There was Clay on his patio with a dog, one he’d borrowed from Rodney, and Clay posing next to the jury box in an empty courtroom as if he’d been extracting huge verdicts from the bad guys, and, of course,
Clay washing his new Porsche. He confided that his passion was sailing, and there was a new boat docked down in the Bahamas. No significant romance at the moment, and the story immediately labeled him as one of the most eligible bachelors in town.
Near the back were the pictures of brides, followed by the announcements of upcoming weddings. Every debutante and private school girl and country club socialite in metropolitan D.C. dreamed of the moment when she would arrive in the pages of
Capitol Magazine
. The larger the photo, the more important the family. Ambitious mothers were known to take a ruler and measure the dimensions of their daughters’ pictures and those of their rivals, then either gloat or hold secret grudges for years.
There was Rebecca Van Horn, resplendent on a wicker bench in a garden somewhere, a lovely photo ruined by the face of her groom and future mate, the Honorable Jason Shubert Myers IV, cuddling next to her and obviously enjoying the camera. Weddings are for brides, not grooms. Why did they insist on getting their faces in the announcements too?
Bennett and Barbara had pulled the right strings; Rebecca’s announcement was the second largest of a dozen or so. Six pages over, Clay saw a full-page ad for BVH Group. The bribe.
Clay reveled in the misery the magazine was causing at that very moment around the Van Horn home. Rebecca’s wedding, the big social bash that Bennett and Barbara could throw money at and impress the world, was being upstaged by their old nemesis. How many
times would their daughter get her wedding announcement in
Capitol Magazine
? How hard had they worked to make sure she was prominently displayed? And all of it now ruined by Clay’s thunder.

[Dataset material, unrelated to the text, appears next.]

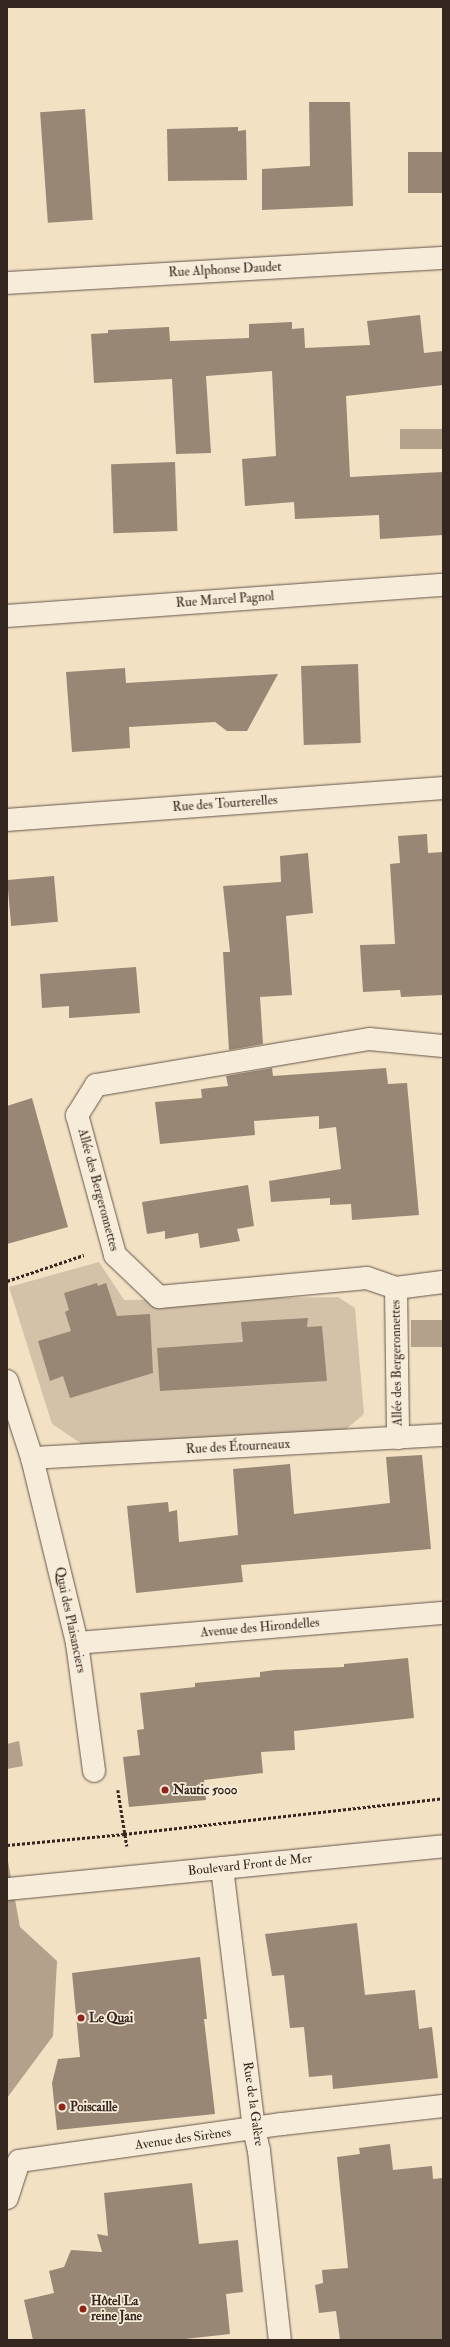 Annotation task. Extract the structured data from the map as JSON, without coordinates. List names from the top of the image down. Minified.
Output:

And his upstaging was not over.
__________
JONAH HAD already announced that retirement was a real possibility. He’d spent ten days on Antigua with not one girl but two, and when he returned to D.C., in an early December snowstorm, he confided in Clay that he was mentally and psychologically unfit to practice law any longer. He’d had all he could take. His legal career was over. He was looking at sailboats himself. He’d found a girl who loved to sail and, because she was on the downside of a bad marriage, she too needed some serious time at sea. Jonah was from Annapolis and, unlike Clay, had sailed his entire life.